About Hawking's work at Cambridge, I, along with a few million other purchasers of his book, am incompetent to speak. All the talk of the Black Hole, the Big Bang, and the inevitable Big Crunch sounds like dinner-chat concessions to those with my grip of science; still, they are welcome. Bernard Shaw says somewhere that there is a law of the conservation of credulity. At one time, people believed that a million angels could dance on the head of a pin. We scoff at them, yet we believe that the Sun is 93 million miles from the Earth. Most of us have as much reason of our own to believe one proposition as the other: We take the word of experts. I and millions of others are quite willing, and presumably quite right, to believe that Hawking has a giant mind, that he is rightly placed in a professorial chair once held by Newton.

But Hawking's personal story is within the grasp of all, and grasp is the right word: It grips. He was a bright boy and youth, keen on mathematical problems and on dancing. He was bright, too, at Oxford but he says, lazy:

I was on the borderline between a first- and second-class degree. I had to be interviewed to determine which I should get. They asked me about my future plans. I replied that I wanted to do research. If they gave me a first, I would go to Cambridge. If they gave me a second, I would stay in Oxford. They gave me a first.

Hawking suffers from amyotrophic lateral sclerosis—Lou Gehrig's disease. The onset of the sclerosis, his marriage, and the arrival of his three children, in that order, are shown; further developments in his private life are not. We get a clear view of his present state and his mode of contending with his condition in order to get on with his work. Nurses are constantly in attendance. His office—a replica made for filming—is decorated with two large photos of Marilyn Monroe. (The closing credits thank the photographer Philippe Halsman for the right of reproduction here—a nicely anomalous touch for a film about a scientist.)

Hawking is not religious.
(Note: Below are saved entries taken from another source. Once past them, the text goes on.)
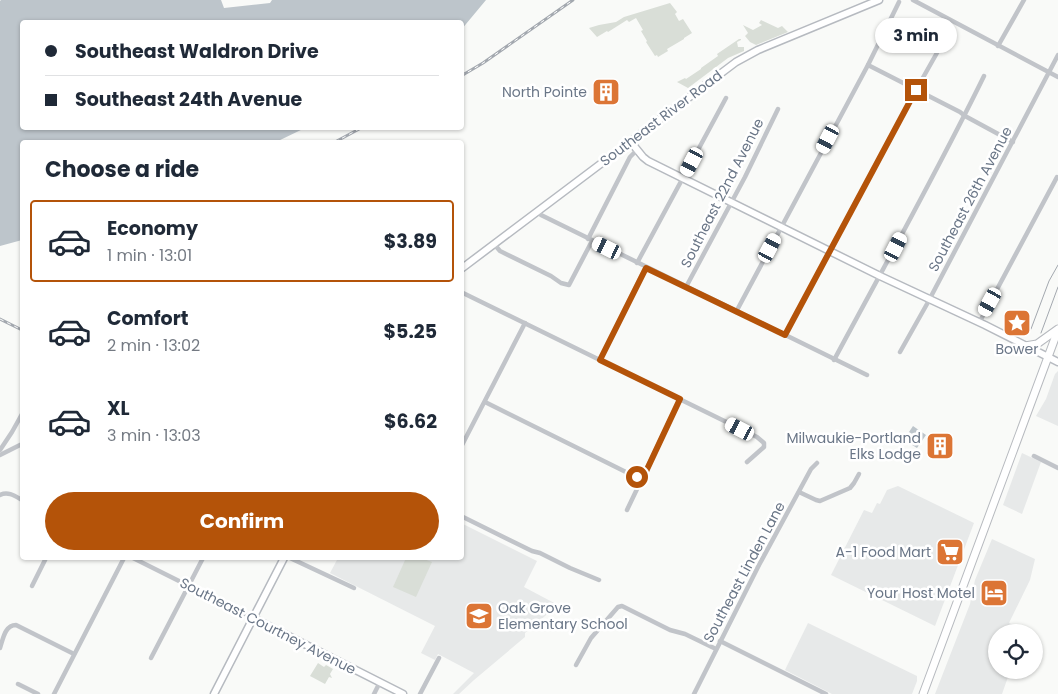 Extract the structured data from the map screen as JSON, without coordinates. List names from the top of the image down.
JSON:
{
  "streets": {
    "street": [
      "Southeast River Road",
      "Southeast 22nd Avenue",
      "Southeast 26th Avenue",
      "Southeast Linden Lane",
      "Southeast Courtney Avenue"
    ]
  },
  "places": {
    "building": ["North Pointe", "Milwaukie-Portland Elks Lodge"],
    "place": ["Bower"],
    "supermarket": ["A-1 Food Mart"],
    "hotel": ["Your Host Motel"],
    "school or university": ["Oak Grove Elementary School"]
  },
  "page": {
    "bubble": "3 min",
    "banner": ["Southeast Waldron Drive", "Southeast 24th Avenue"],
    "heading": "Choose a ride",
    "list": [
      {
        "name": "Economy",
        "note": "1 min · 13:01",
        "value": "$3.89"
      },
      {
        "name": "Comfort",
        "note": "2 min · 13:02",
        "value": "$5.25"
      },
      {
        "name": "XL",
        "note": "3 min · 13:03",
        "value": "$6.62"
      }
    ],
    "buttons": "Confirm"
  }
} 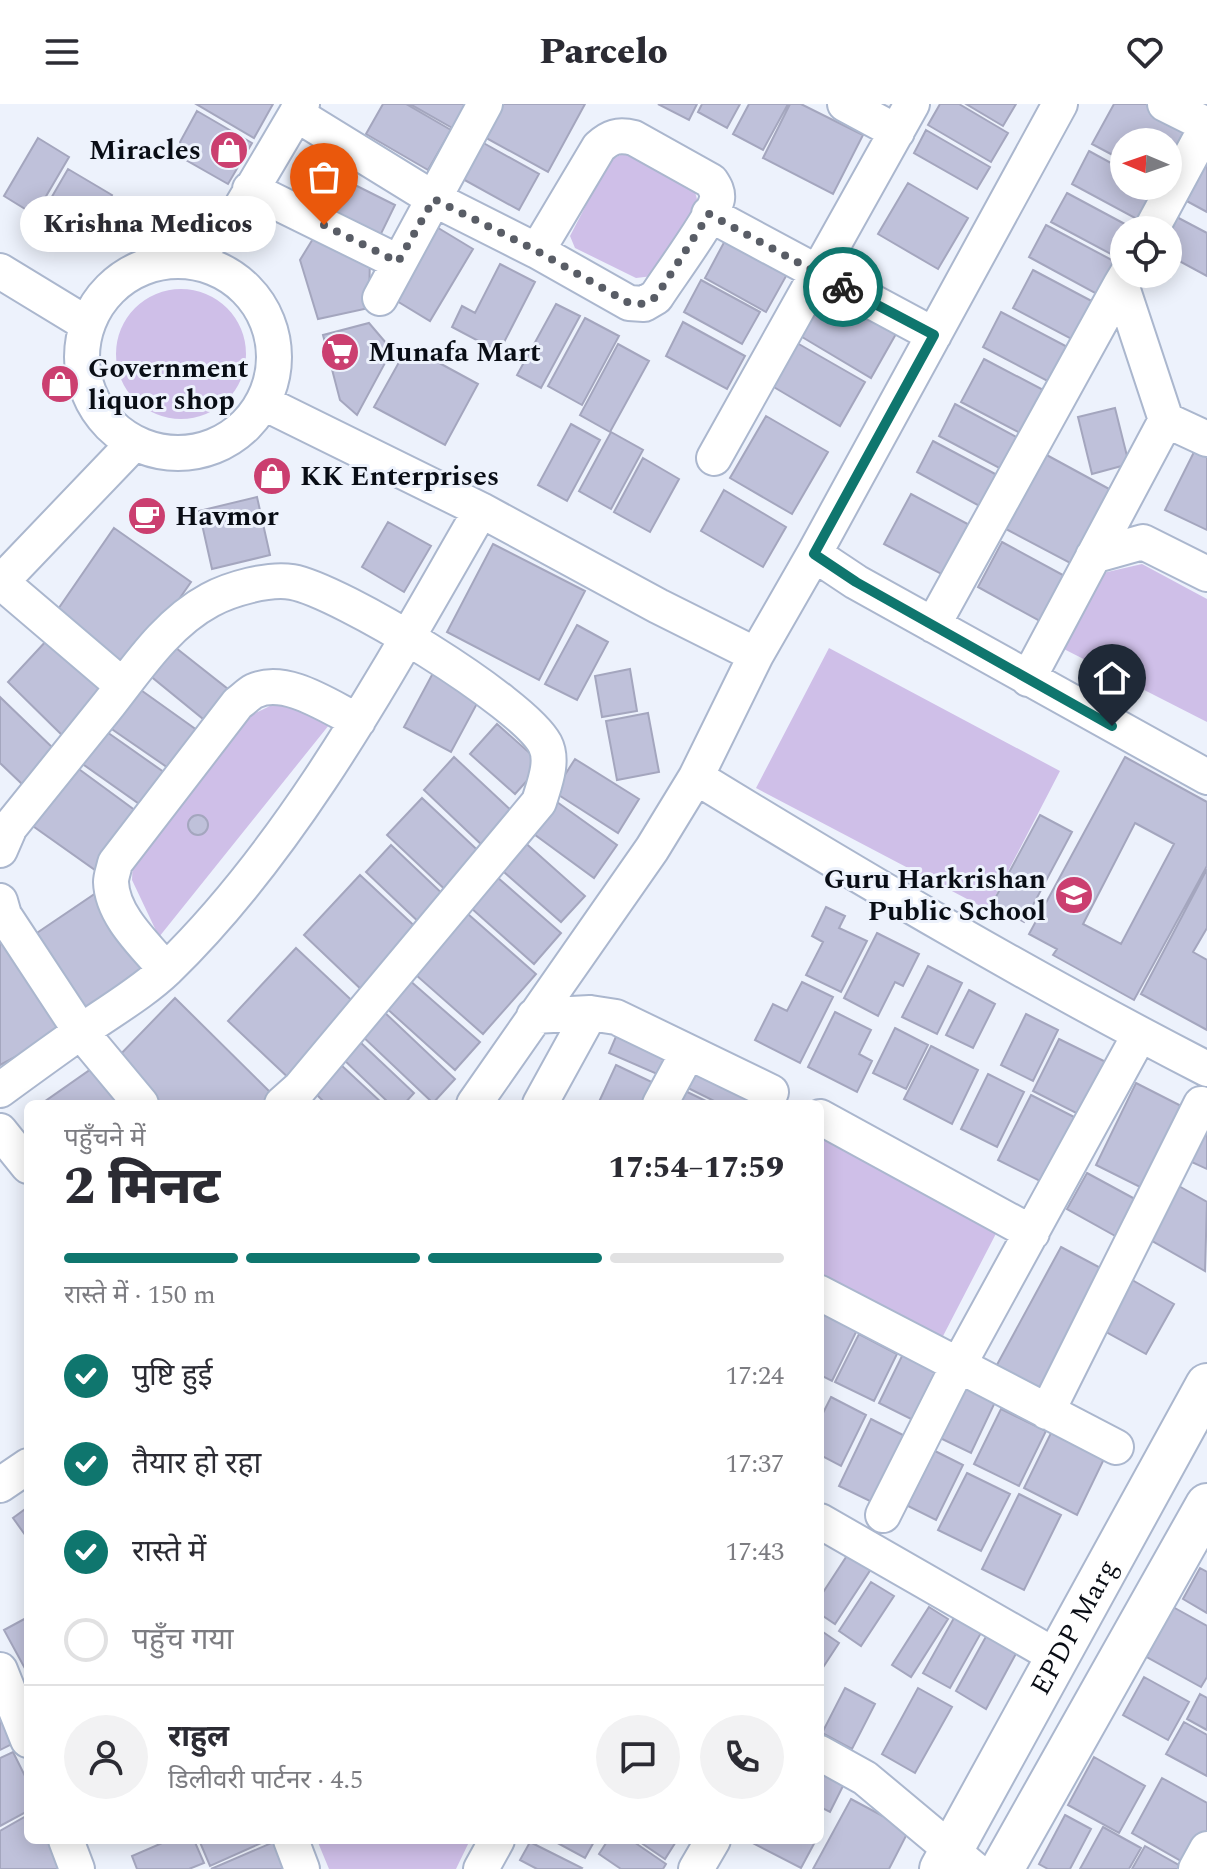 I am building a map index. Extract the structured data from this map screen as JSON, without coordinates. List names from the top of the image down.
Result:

The central question of his thinking, as put by a friend, is: "Why does the universe go to all the bother of existing?" It's not a question that would plague a religious person—at least, not phrased that way. Hawking, according to Michael White and John Gribbin in their biography, "is not an atheist; he simply finds the idea of faith something he cannot absorb into his view of the Universe." Perhaps it's as well for physics and the world that he (dis)believes as he does.

But more persists in this film than the fervor of a rationalist trying to move toward an explanation of everything—of more than everything. His very life apostrophizes the work being done in that life. Here is a scientist saved for science by science. Before the invention and development of computer technology and all the other sophisticated devices that make his being possible, he would long since have been merely a sad case, a mute prisoner within a useless body. He stands (figuratively, alas) in the forefront of science because other scientists have made it possible—almost a science-fiction figure, a nearly disembodied brain.

Within that empowerment by science, something seems to be happening for which scientific thought and research are ultimately only the medium. When we hear the deaf Beethoven's music or look at the maimed Renoir's paintings, we mutter about courage, physical and moral, about the fire of genius overcoming handicaps. Beneath that fire, however, there is another: the fire of self, the refusal of the ego, sheer ego, to be slighted by fate.

Few of us can judge Hawking's intellect, but any of us can sense that fire, that insistence of self on self. Stephen Hawking (thinks Stephen Hawking) is going to have only one chance, one time around, and before he slips into infinity, Hawking wants Hawking to make that chance the fullest one possible. He is the sole guardian of his particular collection of brain cells and curiosities, and illness or not, he seems amiably imperious in his intent to make the most of them. For this reason, along with several others, Morris's film about him is viscerally and intellectually thrilling.